EXERCISE REQUIREMENTS: Among the entries below, count each line holding the word "crossings". Write only the number.

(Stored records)

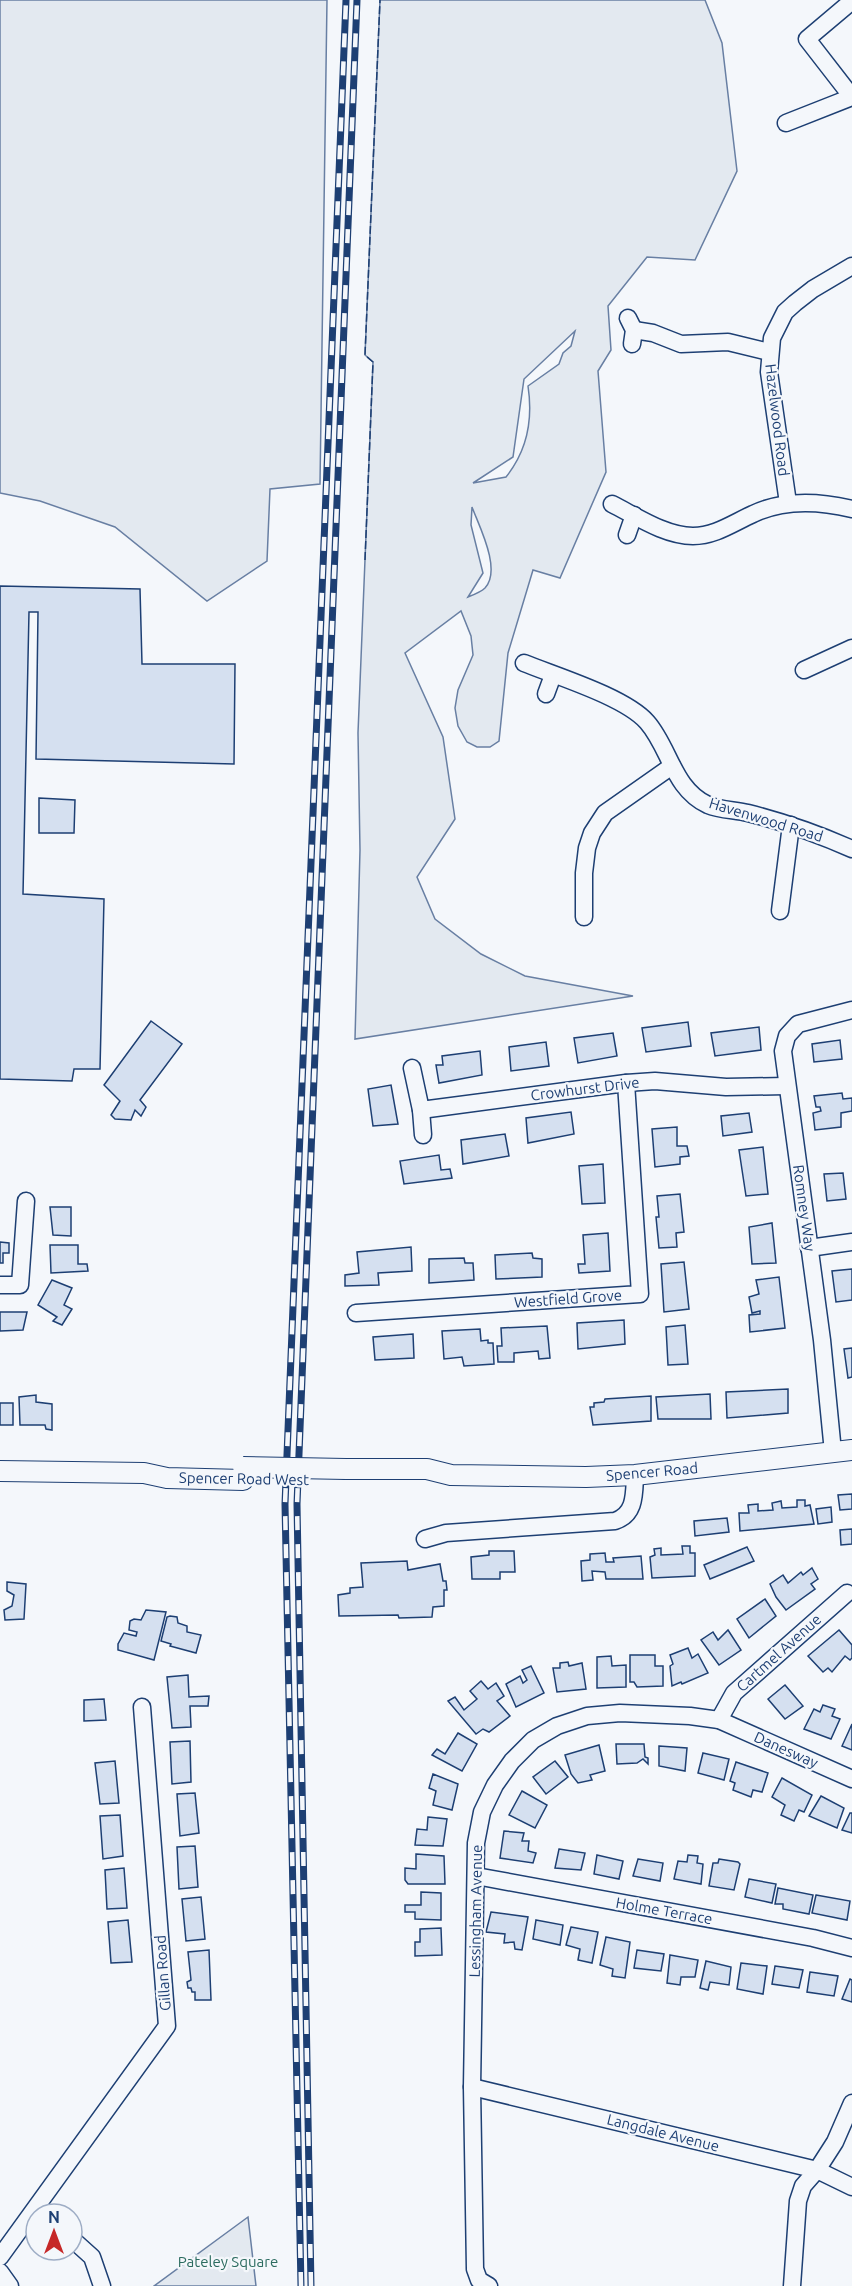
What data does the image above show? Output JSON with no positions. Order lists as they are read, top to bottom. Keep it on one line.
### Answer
{"streets":{"street":["Hazelwood Road","Havenwood Road","Crowhurst Drive","Romney Way","Westfield Grove","Spencer Road","Spencer Road West","Cartmel Avenue","Danesway","Lessingham Avenue","Holme Terrace","Gillan Road","Langdale Avenue"]},"crossings":[["Crowhurst Drive","Romney Way"],["Crowhurst Drive","Westfield Grove"],["Romney Way","Spencer Road"],["Spencer Road","Spencer Road West"],["Cartmel Avenue","Danesway"],["Cartmel Avenue","Lessingham Avenue"],["Danesway","Lessingham Avenue"],["Lessingham Avenue","Holme Terrace"],["Lessingham Avenue","Langdale Avenue"]],"parks":["Pateley Square"],"north":"top"}
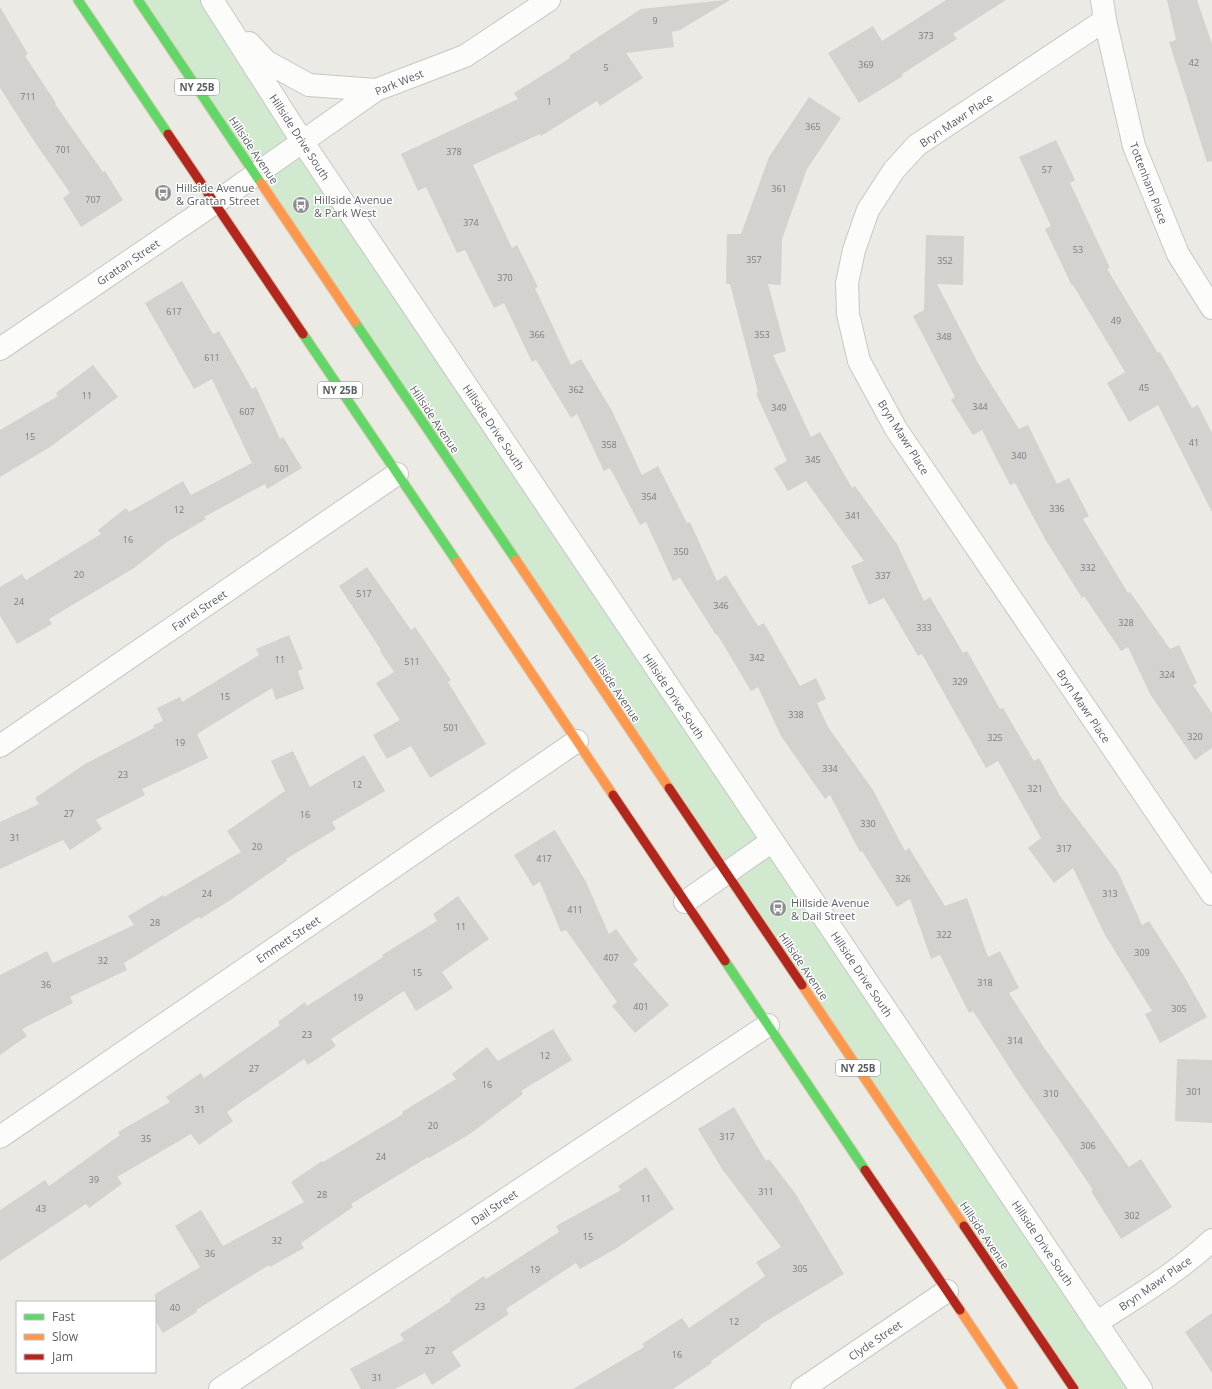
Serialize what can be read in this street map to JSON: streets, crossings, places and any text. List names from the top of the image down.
{
  "streets": {
    "main road": ["NY 25B", "Hillside Avenue"],
    "street": [
      "Park West",
      "Bryn Mawr Place",
      "Hillside Drive South",
      "Tottenham Place",
      "Grattan Street",
      "Farrel Street",
      "Emmett Street",
      "Dail Street",
      "Clyde Street"
    ]
  },
  "crossings": [
    ["Park West", "Hillside Drive South"],
    ["Park West", "Hillside Avenue"],
    ["Park West", "Grattan Street"],
    ["NY 25B", "Grattan Street"],
    ["NY 25B", "Farrel Street"],
    ["NY 25B", "Emmett Street"],
    ["NY 25B", "Dail Street"],
    ["NY 25B", "Clyde Street"],
    ["Bryn Mawr Place", "Hillside Drive South"],
    ["Bryn Mawr Place", "Tottenham Place"],
    ["Hillside Avenue", "Grattan Street"]
  ],
  "places": {
    "bus stop": ["Hillside Avenue & Grattan Street", "Hillside Avenue & Park West", "Hillside Avenue & Dail Street"]
  },
  "house_numbers": [
    "9",
    "373",
    "42",
    "369",
    "5",
    "711",
    "1",
    "365",
    "701",
    "378",
    "57",
    "361",
    "707",
    "374",
    "53",
    "357",
    "352",
    "370",
    "617",
    "49",
    "366",
    "353",
    "348",
    "611",
    "45",
    "362",
    "11",
    "344",
    "349",
    "607",
    "15",
    "41",
    "358",
    "340",
    "345",
    "601",
    "354",
    "336",
    "12",
    "341",
    "16",
    "350",
    "332",
    "20",
    "337",
    "517",
    "24",
    "346",
    "328",
    "333",
    "342",
    "11",
    "511",
    "324",
    "329",
    "15",
    "338",
    "501",
    "320",
    "325",
    "19",
    "334",
    "23",
    "12",
    "321",
    "27",
    "16",
    "330",
    "31",
    "20",
    "317",
    "417",
    "326",
    "24",
    "313",
    "411",
    "28",
    "11",
    "322",
    "309",
    "407",
    "32",
    "15",
    "318",
    "36",
    "19",
    "401",
    "305",
    "23",
    "314",
    "12",
    "27",
    "16",
    "301",
    "310",
    "31",
    "20",
    "317",
    "35",
    "306",
    "24",
    "39",
    "311",
    "28",
    "11",
    "43",
    "302",
    "15",
    "32",
    "36",
    "305",
    "19",
    "23",
    "40",
    "12",
    "27",
    "16",
    "31"
  ],
  "legend": ["Fast", "Slow", "Jam"]
}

RESULT BELOW: 3